I'm trying to bootstrap a disconnected (air-gapped) 4.2 cluster using the bare metal method
. It is technically vmware, but I'm following the bare metal version as our vmware cluster wasn't quite compatible with the vmware instructions.
After a few false starts I managed to get the bootstrapping to start to take place. One strange thing that happened was that it was trying to download images from "quay.io/openshift-release-dev/ocp-v4.0-art-dev
" instead of the documented "quay.io/openshift-release-dev/ocp-release
". I found this rather odd, and I couldn't find many references to "ocp-v4.0-art-dev" on the internet, so I'm not sure exactly where it came from. I did a "strings openshift-install | grep ocp-v4.0-art-dev" but that didn't show anything, so it's a bit of a strange one.
So my image content sources ended up being:
I was watching the journalctl on the bootstrap server, and I saw each etcd server join one by one, then once they had all joined, then the apiserver on the bootstrap server seemed to lockup, when I tried to connect to https://localhost:6443
the connections would hang. Initially, I thought this meant that bootstrap had completed, but then I noticed that none of the master nodes were listing on 6443, they were all trying to look themselves up in etcd at "api-int.<cluster_name>.<base_domain>" but nothing was listening.
I then scoured the journal on the bootstrap node, but I struggled to find logs related to why the apiserver had disappeared. The journal was mostly full of the bootstrap node trying to connect to https://localhost:6443
, which suggested to me that bootstrap was not yet complete.
I tried rebooting the bootstrap node, but I think that made it worse, it seemed to be in a crash loop whinging about files in /etc/kubernetes already existing or something like that.
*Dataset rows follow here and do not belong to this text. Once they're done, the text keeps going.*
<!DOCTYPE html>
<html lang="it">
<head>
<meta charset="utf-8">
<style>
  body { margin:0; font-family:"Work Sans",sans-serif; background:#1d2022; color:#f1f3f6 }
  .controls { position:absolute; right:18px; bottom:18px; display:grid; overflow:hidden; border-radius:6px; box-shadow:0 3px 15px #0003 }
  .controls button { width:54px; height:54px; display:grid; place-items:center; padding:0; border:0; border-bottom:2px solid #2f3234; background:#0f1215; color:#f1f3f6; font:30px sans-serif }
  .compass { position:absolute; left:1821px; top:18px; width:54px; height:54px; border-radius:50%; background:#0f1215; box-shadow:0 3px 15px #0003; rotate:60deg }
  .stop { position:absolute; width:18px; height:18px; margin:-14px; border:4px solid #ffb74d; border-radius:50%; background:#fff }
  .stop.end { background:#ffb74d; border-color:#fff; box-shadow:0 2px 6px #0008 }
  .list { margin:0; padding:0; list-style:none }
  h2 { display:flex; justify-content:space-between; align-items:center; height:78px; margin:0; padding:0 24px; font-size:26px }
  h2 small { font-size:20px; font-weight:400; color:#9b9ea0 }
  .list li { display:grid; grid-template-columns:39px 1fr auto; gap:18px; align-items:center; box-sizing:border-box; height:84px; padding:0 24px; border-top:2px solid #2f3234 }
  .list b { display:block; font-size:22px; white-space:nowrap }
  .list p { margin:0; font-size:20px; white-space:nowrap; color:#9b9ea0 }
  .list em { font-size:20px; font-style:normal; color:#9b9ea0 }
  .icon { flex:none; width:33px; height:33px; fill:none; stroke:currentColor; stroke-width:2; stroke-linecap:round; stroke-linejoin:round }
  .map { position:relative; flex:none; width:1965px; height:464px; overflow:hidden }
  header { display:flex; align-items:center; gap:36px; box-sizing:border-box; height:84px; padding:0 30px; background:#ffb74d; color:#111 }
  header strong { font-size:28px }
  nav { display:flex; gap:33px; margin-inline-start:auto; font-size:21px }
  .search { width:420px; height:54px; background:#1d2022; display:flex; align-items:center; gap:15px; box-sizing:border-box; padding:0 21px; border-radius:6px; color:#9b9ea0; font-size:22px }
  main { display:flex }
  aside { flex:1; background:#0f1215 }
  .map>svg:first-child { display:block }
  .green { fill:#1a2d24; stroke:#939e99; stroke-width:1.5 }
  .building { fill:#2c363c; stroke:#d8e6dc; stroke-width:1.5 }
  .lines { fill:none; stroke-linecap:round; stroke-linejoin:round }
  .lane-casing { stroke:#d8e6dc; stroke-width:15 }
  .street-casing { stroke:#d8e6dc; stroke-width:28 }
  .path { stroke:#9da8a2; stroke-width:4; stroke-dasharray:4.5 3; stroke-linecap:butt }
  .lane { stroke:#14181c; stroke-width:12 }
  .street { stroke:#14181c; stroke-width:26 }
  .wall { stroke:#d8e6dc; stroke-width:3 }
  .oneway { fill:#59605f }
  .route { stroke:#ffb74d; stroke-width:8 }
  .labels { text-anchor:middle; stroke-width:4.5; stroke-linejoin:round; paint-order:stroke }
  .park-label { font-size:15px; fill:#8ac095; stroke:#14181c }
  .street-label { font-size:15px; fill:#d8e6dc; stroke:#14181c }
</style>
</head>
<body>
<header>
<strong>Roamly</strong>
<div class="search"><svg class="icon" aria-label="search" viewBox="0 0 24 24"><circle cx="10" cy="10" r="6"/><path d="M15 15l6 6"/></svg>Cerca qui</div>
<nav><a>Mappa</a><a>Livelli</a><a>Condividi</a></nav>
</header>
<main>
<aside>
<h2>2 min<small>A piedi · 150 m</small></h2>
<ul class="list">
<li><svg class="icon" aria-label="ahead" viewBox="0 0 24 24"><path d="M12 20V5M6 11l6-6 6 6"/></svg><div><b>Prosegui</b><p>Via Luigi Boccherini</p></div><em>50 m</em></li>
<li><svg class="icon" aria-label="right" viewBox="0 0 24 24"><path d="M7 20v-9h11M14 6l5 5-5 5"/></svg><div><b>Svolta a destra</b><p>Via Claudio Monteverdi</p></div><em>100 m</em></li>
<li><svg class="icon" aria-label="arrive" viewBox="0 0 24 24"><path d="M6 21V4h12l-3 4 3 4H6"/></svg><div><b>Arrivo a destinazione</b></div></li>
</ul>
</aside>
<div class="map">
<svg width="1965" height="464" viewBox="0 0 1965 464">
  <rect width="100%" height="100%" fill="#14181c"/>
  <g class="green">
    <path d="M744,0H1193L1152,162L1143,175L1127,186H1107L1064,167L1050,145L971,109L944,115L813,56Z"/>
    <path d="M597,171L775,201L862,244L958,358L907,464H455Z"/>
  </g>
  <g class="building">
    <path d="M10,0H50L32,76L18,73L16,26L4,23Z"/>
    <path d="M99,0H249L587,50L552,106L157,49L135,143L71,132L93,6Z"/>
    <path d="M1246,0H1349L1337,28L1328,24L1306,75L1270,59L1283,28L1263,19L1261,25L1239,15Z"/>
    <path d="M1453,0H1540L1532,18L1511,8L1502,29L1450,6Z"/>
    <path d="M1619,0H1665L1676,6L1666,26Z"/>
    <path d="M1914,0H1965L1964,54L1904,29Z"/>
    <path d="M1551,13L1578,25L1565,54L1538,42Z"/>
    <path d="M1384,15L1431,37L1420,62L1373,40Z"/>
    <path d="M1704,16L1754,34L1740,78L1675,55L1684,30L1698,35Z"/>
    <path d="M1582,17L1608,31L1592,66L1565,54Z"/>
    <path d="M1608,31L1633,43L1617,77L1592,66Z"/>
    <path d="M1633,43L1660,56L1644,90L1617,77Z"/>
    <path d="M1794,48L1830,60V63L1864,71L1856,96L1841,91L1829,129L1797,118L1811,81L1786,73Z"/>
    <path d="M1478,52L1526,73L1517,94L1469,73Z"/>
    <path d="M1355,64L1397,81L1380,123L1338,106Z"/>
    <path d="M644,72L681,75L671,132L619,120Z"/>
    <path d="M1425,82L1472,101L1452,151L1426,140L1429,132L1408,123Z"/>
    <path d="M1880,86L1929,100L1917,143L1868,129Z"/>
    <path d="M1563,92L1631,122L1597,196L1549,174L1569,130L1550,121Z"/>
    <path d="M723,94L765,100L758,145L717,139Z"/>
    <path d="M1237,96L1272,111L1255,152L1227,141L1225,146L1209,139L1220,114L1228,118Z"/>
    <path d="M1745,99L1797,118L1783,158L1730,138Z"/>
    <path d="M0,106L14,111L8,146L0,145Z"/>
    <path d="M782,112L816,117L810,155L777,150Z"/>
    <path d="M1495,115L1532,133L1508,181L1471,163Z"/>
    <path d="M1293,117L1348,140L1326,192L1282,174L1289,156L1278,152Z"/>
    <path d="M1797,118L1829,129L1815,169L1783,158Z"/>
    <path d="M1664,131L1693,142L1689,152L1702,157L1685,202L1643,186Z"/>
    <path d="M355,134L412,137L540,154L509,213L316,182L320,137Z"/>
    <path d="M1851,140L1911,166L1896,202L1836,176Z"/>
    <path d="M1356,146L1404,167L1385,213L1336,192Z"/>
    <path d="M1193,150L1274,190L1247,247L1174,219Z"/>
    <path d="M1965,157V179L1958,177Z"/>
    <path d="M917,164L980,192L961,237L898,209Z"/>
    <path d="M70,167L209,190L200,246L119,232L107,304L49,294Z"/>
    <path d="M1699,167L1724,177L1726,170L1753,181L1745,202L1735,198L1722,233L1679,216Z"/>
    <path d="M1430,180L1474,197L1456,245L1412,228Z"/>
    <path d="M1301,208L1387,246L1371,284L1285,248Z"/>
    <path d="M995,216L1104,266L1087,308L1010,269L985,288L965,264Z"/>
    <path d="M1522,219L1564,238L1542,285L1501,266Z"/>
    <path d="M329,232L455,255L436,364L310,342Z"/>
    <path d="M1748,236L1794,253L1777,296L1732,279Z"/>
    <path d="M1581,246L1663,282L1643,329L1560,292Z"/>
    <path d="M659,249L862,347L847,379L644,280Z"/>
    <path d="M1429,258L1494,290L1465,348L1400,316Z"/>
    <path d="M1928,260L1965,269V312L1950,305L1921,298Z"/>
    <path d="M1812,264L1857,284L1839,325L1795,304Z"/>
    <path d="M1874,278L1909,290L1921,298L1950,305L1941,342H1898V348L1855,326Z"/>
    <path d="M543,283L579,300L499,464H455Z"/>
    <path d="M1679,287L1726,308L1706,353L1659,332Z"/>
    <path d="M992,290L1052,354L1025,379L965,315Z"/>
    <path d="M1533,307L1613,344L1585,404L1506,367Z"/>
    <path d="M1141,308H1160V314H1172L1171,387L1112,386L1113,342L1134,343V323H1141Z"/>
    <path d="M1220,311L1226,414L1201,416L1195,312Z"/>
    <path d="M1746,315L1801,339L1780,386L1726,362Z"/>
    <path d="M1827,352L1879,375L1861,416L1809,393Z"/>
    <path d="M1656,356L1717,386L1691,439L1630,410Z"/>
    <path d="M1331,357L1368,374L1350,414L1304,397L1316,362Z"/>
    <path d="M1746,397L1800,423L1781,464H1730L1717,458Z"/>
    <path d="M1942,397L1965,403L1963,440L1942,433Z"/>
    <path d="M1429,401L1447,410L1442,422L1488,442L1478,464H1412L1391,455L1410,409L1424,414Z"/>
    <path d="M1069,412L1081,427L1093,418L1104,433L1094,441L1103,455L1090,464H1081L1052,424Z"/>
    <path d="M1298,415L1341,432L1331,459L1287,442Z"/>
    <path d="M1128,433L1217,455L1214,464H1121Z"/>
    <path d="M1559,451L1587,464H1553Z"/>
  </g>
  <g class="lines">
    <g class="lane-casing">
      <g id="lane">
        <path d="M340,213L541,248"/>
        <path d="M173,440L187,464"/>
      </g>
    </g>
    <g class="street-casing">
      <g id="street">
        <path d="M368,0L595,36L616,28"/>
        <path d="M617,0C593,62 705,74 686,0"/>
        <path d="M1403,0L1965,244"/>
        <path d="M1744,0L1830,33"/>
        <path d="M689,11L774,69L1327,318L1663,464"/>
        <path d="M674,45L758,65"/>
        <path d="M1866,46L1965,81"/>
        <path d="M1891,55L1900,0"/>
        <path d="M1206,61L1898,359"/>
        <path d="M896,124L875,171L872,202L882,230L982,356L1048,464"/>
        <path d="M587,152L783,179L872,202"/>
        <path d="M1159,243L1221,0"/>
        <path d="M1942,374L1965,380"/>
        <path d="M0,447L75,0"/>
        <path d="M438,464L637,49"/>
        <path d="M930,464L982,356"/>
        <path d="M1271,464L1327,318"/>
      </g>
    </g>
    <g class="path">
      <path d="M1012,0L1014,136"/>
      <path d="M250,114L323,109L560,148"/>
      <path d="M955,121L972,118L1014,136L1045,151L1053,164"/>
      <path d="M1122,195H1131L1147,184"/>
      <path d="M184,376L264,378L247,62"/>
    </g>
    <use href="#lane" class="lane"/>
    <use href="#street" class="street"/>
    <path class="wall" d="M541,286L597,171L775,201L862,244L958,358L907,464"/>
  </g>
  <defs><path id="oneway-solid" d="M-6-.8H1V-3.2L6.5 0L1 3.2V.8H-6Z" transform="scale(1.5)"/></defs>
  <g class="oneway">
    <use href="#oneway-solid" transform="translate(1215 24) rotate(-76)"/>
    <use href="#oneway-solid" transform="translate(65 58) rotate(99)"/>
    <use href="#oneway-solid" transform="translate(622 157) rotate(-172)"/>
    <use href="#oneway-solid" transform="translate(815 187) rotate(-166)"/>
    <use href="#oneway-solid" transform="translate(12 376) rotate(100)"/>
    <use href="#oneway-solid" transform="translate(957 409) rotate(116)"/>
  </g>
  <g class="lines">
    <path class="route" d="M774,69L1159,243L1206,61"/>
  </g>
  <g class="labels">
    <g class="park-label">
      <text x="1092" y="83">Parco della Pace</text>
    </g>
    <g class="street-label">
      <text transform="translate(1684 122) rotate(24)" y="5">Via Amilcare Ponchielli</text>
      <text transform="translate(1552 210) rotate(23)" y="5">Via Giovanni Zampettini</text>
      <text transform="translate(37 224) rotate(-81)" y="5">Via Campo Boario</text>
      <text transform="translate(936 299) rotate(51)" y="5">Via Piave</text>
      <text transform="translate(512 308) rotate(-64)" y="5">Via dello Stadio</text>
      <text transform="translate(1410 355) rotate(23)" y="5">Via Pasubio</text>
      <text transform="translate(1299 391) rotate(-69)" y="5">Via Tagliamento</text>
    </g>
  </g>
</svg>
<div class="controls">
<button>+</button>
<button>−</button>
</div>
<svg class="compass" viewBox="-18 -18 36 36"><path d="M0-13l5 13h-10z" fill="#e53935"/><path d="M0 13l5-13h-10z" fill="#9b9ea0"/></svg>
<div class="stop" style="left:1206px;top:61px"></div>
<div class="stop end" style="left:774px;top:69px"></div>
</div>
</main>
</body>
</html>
I had a look through /var/logs and found this error message in some pod logs:
exiting because of error: log: unable to create log: open /var/log/bootstrap-control-plane/kube-apiserver.log: permission denied
I'm not sure if that error is because I restarted before bootstrap was successful, or if that is actually some sort of problem.
I tried reinstalling from scratch a few times, and it always got stuck in the same place, so it doesn't seem to be transient.
Where can I look for errors? Is "ocp-v4.0-art-dev" an indication of a problem? Since it's an air-gapped solution it's difficult to get logs out of the system, so I don't know if I'll be able to use must-gather. However, if I'm understanding it correctly, must-gather can only be used after bootstrap has succeeded.